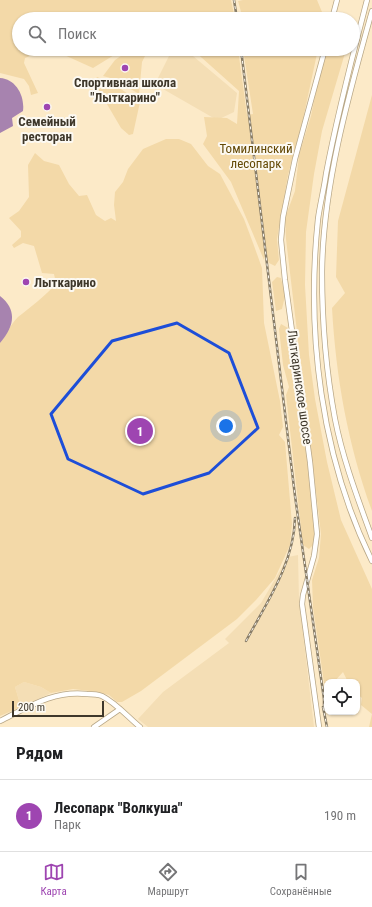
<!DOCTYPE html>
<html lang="ru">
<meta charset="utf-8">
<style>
body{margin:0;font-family:"Roboto Condensed",sans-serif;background:#f2f2f2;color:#202124}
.controls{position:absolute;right:12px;bottom:12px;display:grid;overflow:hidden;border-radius:8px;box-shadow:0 1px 3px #0004}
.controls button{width:36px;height:36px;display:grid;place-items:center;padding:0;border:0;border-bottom:1px solid #e0e0e0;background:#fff;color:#202124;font:20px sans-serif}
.scale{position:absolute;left:12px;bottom:10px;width:92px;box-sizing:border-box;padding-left:4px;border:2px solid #3e372a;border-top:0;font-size:11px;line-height:14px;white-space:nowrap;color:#3e372a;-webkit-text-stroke:3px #fcf9f2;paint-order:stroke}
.you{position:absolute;left:226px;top:426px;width:14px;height:14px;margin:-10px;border:3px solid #fff;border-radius:50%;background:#1a73e8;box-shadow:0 0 0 6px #1a73e833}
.badge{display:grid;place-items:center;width:26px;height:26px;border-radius:50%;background:#9e45b1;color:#fff;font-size:13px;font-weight:700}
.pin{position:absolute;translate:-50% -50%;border:2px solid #fff;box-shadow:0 1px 4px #0006}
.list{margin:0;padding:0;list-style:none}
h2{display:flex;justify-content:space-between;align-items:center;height:52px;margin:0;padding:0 16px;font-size:17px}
h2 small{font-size:13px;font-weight:400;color:#757577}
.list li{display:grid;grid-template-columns:26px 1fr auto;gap:12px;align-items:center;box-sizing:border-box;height:72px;padding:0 16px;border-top:1px solid #e0e0e0}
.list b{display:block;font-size:15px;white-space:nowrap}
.list p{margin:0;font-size:13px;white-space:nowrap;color:#757577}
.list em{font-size:13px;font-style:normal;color:#757577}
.icon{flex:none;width:22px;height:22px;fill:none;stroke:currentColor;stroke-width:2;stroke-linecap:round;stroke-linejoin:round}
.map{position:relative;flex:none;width:372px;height:727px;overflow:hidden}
.search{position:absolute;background:#fff;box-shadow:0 1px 3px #0004;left:12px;right:12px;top:12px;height:44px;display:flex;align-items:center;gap:10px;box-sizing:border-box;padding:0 14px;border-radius:22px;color:#757577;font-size:15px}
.sheet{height:124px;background:#fff}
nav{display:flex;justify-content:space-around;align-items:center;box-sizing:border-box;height:56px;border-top:1px solid #e0e0e0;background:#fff;font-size:11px;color:#757577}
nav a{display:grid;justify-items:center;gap:2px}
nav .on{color:#9e45b1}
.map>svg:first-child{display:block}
.built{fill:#f4deb5}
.green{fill:#f3d9a8}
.water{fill:#a783af}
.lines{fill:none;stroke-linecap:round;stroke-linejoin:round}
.secondary-casing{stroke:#b8a787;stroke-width:6}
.secondary{stroke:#fff;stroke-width:4.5}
.rail-casing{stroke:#887d68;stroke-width:2.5}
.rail{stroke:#fcf9f2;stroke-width:1;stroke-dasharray:3;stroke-linecap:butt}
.marked{fill:none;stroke:#1d4ed8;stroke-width:3;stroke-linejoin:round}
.poi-dot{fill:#9e45b1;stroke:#fcf9f2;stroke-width:1.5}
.labels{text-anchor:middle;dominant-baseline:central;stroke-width:4;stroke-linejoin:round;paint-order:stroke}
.poi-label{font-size:13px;font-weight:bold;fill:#3e372a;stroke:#fcf9f2}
.park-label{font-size:13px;fill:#644906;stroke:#fcf9f2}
.street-label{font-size:13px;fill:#3e372a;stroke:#fcf9f2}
</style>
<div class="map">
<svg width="372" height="727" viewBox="0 0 372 727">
<rect width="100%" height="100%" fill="#fceac8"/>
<path class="built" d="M187 51 237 93 234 112 217 120 163 89 158 78 170 54Z
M298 555 299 600 314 727H148L138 719 163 692 229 643 225 639 261 603 288 557Z
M24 682 41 687 51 693 21 707 15 687Z"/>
<path class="green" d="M0 0H231L235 19H19V49H48L49 54 30 56 25 58 24 63 38 93 31 95 29 86 24 79 0 73Z
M243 0H317L322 12V19H243L238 1Z
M58 49H124L93 68 62 54Z
M131 49H139L145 56 142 62 139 94 114 79 103 76 115 60Z
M192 49H238L247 115 253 114 243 49H318L303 119 288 175 277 239 279 260 275 266 269 263 265 253 264 260 231 182 203 144 207 136 204 117 227 118 237 124 239 91Z
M327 49H344L345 53 322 131 314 174 306 232 305 285 309 355 315 399 327 462 341 520 372 589V727H369L372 714 361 705 362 698 357 694V682H348L343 672 334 682 324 683 313 607 312 580 319 558 321 534 286 239 285 218 295 191 299 155 311 116 318 81Z
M97 77 112 83 140 102 133 134 129 135 121 128 94 82Z
M372 95V511C348 445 336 378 332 308L345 293 336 277 338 221Z
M166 139H179L191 144 208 166 220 174 244 219 253 243 262 268 264 323 280 401 283 427 279 435 285 442 292 524 290 545 275 578 256 600 237 619 141 691 122 702H117L109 695 98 692 73 689 51 693 41 687 24 682 15 687 21 707 0 716V343C7 334 10 325 18 317 31 307 45 296 56 284L54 274 42 273 34 246 23 243 14 248 12 245 21 237V231L9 218 19 211 29 197 28 165 35 153 44 161 59 165 69 184 79 196 87 195 96 215 105 221 111 218 116 221 114 205 115 192 123 182 128 169 143 149Z
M277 277 281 278 285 296 282 309 276 311 272 282Z
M281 324 288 328 308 468 315 535 313 545 309 549 303 545 286 395 289 387 283 365 279 329Z"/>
<path class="water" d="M0 78C16 79 25 96 23 111L12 118 13 126 0 133Z
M0 296C18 310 14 327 0 343Z"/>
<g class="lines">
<defs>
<path id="secondary" d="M367 0C352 58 337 115 326 174 324 189 320 204 318 219 306 333 321 457 372 561
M372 11C349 94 323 185 322 272 322 321 326 371 335 419 343 460 358 499 372 538
M332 19 337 0
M0 721C28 707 54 690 87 694 91 694 97 694 102 696 116 703 128 717 140 727
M94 727 120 709
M319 727 302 604 303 595 314 556 317 534 310 462 285 280 281 240 283 217 295 159 325 49"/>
</defs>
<use href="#secondary" class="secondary-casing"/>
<use href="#secondary" class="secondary"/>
<defs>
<path id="rail" d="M234 0 237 19
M241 49 295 496 324 699V711
M246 641C267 602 294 563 295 518
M323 707 327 727"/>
</defs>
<use href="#rail" class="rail-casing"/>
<use href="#rail" class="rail"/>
</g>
<path class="marked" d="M177 323 229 353 258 428 209 473 143 494 68 459 51 414 112 341Z"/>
<g class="poi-dot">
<circle cx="125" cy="68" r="4"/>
<circle cx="47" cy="107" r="4"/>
<circle cx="26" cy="282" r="4"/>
</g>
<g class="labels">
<g class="poi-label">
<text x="125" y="82">Спортивная школа<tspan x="125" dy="15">"Лыткарино"</tspan></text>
<text x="47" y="121">Семейный<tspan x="47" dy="15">ресторан</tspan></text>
<text x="34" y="282" text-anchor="start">Лыткарино</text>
</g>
<g class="park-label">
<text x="256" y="148">Томилинский<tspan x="256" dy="15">лесопарк</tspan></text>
</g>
<g class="street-label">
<text transform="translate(300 387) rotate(82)">Лыткаринское шоссе</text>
</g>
</g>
</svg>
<div class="controls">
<button><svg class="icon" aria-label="locate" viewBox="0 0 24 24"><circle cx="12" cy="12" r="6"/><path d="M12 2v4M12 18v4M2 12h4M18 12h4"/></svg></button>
</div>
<div class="scale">200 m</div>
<div class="you"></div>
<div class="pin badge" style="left:140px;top:431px">1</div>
<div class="search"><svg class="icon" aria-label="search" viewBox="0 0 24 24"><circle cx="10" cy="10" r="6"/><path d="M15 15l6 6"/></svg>Поиск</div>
</div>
<section class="sheet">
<h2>Рядом<small></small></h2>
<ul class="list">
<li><span class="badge">1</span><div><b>Лесопарк &quot;Волкуша&quot;</b><p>Парк</p></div><em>190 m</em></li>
</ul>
</section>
<nav>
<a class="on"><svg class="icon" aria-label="map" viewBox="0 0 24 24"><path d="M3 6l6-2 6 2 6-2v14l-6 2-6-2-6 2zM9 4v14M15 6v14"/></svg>Карта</a>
<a><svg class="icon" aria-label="directions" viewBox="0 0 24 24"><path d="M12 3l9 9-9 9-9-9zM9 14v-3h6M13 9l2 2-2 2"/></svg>Маршрут</a>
<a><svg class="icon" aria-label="saved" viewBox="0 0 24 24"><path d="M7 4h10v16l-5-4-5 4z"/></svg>Сохранённые</a>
</nav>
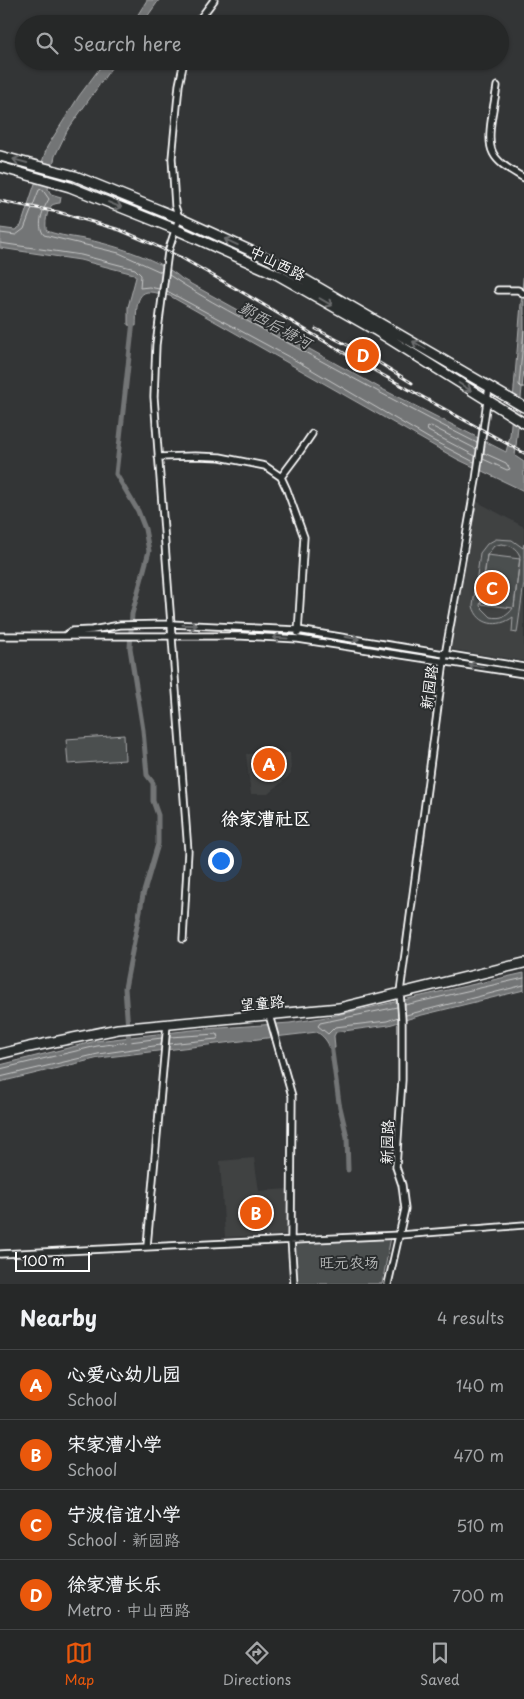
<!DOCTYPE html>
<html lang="en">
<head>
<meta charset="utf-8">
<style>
	:root { --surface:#262828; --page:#2e3030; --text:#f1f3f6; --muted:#a4a6a8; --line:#424445; --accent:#ea580c }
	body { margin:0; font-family:"Playpen Sans","LXGW WenKai TC",sans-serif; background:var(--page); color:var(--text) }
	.scale { position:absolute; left:15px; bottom:12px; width:75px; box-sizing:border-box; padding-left:5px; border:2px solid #fff; border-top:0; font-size:14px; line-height:18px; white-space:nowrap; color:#fff; -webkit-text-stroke:4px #2a2d2e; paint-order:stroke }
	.you { position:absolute; left:220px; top:860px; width:18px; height:18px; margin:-12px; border:4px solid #fff; border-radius:50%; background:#1a73e8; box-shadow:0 0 0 8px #1a73e833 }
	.badge { display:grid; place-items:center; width:32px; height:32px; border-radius:50%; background:var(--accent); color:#fff; font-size:16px; font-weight:700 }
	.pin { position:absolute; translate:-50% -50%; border:2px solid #fff; box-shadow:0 1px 5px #0006 }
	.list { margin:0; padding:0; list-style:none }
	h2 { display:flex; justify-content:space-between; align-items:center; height:65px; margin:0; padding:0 20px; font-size:21px }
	h2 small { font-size:16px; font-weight:400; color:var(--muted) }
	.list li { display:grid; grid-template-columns:32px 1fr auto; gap:15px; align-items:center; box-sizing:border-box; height:70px; padding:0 20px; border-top:1px solid var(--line) }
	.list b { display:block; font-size:19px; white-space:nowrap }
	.list p { margin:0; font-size:16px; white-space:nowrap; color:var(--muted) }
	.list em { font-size:16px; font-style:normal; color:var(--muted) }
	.icon { flex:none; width:28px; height:28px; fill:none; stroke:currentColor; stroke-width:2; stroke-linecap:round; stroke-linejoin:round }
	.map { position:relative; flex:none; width:524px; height:1284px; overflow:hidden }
	.search { position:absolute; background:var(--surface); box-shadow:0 1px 4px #0004; left:15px; right:15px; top:15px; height:55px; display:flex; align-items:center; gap:12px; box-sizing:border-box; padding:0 18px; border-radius:28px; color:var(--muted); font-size:19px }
	.sheet { height:345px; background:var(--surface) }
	nav { display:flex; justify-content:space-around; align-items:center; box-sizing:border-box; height:70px; border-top:1px solid var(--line); background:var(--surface); font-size:14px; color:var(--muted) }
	nav a { display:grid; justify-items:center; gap:2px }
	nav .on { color:var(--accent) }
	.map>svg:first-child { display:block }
</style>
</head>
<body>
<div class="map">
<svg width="524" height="1284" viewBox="0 0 524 1284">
	<rect width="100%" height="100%" fill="#333536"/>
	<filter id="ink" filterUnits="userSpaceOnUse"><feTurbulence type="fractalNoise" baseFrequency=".02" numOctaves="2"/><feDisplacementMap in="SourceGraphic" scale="10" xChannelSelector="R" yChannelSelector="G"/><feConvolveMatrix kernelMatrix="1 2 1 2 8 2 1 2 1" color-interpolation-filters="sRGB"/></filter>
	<g filter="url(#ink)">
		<path fill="#404243" d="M476,501L524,527V661L449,649Z
			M290,753L291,774L268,794H251L246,754Z
			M254,1158L259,1191L289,1189L288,1235L225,1237L220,1161Z"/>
		<path fill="#4c4f50" stroke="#a6a7a8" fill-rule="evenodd" d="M496,539L512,540L523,548L524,544V583L517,633L512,632L513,617C499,628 478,626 473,606L480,553L487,544ZM501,544C510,545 516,547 520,556L514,607L520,559L487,555L494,546ZM487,555L481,604L513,608C508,616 501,619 491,617L480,606Z
			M124,735L125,760L68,764L66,739Z
			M391,1237L382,1284H297L292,1240Z"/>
		<path fill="#737576" stroke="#abacad" d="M147,0H159L142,24H132Z
			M105,61H116L67,131L55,156L48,189L51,194L61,197L60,203C58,203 54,204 52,205C47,210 44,225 47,231C60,236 75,237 89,240C117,246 161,260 182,279L382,389L506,452L510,436L524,268V369L515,456L524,462V491L457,459L170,296C163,295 156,292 150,292C134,291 137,316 136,326L128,325V307L136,277L134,274L80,260L0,248V228L15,230L21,226L47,147L79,96Z
			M524,973V990L418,1016L389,1025L336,1032L334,1036L335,1048L330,1049C328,1041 323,1036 317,1032L99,1058L0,1082V1065L96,1041L192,1030L290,1023L332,1016Z"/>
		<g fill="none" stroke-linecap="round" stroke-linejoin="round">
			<path stroke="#c7c8c8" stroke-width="1" d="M0,233L16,235L24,229L39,190L42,189L49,199C43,209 36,225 44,235L119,253L161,272
				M0,243L81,255L135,269L141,275L140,288L149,287L159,289
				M169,275C207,301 248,321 288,343C351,377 413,411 477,443
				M167,291L302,364L430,439L474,462
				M524,330L519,385L521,387H524
				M475,456L428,431L427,428L431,426L476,449
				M483,459L507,470L510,469L506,463L484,453
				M405,1005L524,978
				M397,1007L320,1023L318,1026L328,1034L335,1027L387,1021L398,1017
				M406,1015L524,985
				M169,1044L217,1039L219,1036L216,1034L170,1037
				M0,1069L97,1046L162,1038
				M0,1077L98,1054L161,1045"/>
			<path stroke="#737576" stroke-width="5" d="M129,1043L125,988L143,895L158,844V815L153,801V783L147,775L143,730L130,648L132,614L149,551L145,529L138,511L116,474L133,321
				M331,1044L339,1103L347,1137L348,1170"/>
			<g stroke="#fff" stroke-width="9">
				<path id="street" d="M196,24L214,0
					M497,86C495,103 485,138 493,153C499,165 513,171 524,178
					M498,290H518L524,294
					M158,457L195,456L220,457L265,466L281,477L287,490L304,537L298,633
					M281,477L299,453L312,434
					M66,635L72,631L92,630L120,625L170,624L298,630L524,667
					M0,636H241L298,639L524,674
					M183,939L188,851L154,397L156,345L166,267L168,252L179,218L175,206L172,158L179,85L184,61
					M269,1015L292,1096L291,1239L294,1284
					M147,1246L167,1024
					M0,1254L400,1235L524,1225
					M388,1284L405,1209L402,1185L396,1167L402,1080V1020L400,992L444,661L476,480L489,387"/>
			</g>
			<g stroke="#fff" stroke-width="12">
				<path id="secondary" d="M0,1054L29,1047L118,1029L339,1008L524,963"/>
			</g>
			<g stroke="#fff" stroke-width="12">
				<path id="primary" d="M0,156L75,176L179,218L271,260L524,407
					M0,167L70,187L175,229L278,275L375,330L524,423"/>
			</g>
			<use href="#street" stroke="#2a2d2e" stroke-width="5.5"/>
			<use href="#secondary" stroke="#2a2d2e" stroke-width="9"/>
			<use href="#primary" stroke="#2a2d2e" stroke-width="9"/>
			<g stroke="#fff" stroke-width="3">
				<path id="rail" d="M0,201L58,212L120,230L148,242L182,258L247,295L359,362L524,453
					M316,329L365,354L412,383"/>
			</g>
			<use href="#rail" stroke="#2a2d2e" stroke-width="1" stroke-dasharray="4" stroke-linecap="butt"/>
		</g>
		<defs><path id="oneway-shaft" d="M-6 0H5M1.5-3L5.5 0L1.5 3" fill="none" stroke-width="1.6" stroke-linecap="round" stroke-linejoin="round" transform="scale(1.25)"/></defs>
		<g stroke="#6a6c6d">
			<use href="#oneway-shaft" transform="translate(20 161) rotate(-165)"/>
			<use href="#oneway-shaft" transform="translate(115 205) rotate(22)"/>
			<use href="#oneway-shaft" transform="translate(231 242) rotate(-155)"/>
			<use href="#oneway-shaft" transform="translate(326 302) rotate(30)"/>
			<use href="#oneway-shaft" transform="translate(419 345) rotate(-150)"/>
			<use href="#oneway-shaft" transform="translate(465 387) rotate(32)"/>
			<use href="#oneway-shaft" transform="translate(190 625) rotate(2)"/>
			<use href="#oneway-shaft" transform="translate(280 638) rotate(-177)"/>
			<use href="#oneway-shaft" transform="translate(352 638) rotate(9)"/>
			<use href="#oneway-shaft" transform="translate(476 666) rotate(-171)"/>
		</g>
	</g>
	<g text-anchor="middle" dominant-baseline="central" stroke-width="4" stroke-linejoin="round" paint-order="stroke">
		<g font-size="15" fill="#fff" stroke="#2a2d2e">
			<text transform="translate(278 262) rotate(26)">中山西路</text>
			<text transform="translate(428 687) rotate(-82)">新园路</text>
			<text transform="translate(262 1002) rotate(-5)">望童路</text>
			<text transform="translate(386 1142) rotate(-88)">新园路</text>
		</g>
		<g font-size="15" fill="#b7b9b9" stroke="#2a2d2e">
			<text x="349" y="1261">旺元农场</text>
		</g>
		<g font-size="16" font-style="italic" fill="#b2b3b4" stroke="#2a2d2e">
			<text transform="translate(276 324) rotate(29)">鄞西后塘河</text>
		</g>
		<g font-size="18" font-weight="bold" fill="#fff" stroke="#2a2d2e">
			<text x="266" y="817">徐家漕社区</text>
		</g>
	</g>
</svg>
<div class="scale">100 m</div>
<div class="you"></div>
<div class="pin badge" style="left:269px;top:764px">A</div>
<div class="pin badge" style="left:256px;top:1213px">B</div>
<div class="pin badge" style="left:492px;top:588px">C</div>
<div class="pin badge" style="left:363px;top:355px">D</div>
<div class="search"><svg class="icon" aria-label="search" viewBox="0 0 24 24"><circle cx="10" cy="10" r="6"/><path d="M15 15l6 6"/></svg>Search here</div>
</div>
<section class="sheet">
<h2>Nearby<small>4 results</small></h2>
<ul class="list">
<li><span class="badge">A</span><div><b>心爱心幼儿园</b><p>School</p></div><em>140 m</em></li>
<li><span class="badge">B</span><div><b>宋家漕小学</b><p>School</p></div><em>470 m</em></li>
<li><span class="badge">C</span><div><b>宁波信谊小学</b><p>School · 新园路</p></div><em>510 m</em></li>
<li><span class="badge">D</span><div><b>徐家漕长乐</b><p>Metro · 中山西路</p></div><em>700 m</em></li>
</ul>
</section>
<nav>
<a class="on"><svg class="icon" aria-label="map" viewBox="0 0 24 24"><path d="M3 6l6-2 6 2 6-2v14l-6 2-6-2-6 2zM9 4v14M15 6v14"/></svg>Map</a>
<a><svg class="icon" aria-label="directions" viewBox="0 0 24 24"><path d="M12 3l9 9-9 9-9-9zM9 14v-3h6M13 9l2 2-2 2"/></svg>Directions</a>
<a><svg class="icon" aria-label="saved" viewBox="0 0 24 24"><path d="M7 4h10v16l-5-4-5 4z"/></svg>Saved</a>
</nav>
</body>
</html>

YOUR ASSIGNMENT
Count how many lines above include the word "auto" and answer with that figure only.

ANSWER TO THIS PROBLEM
2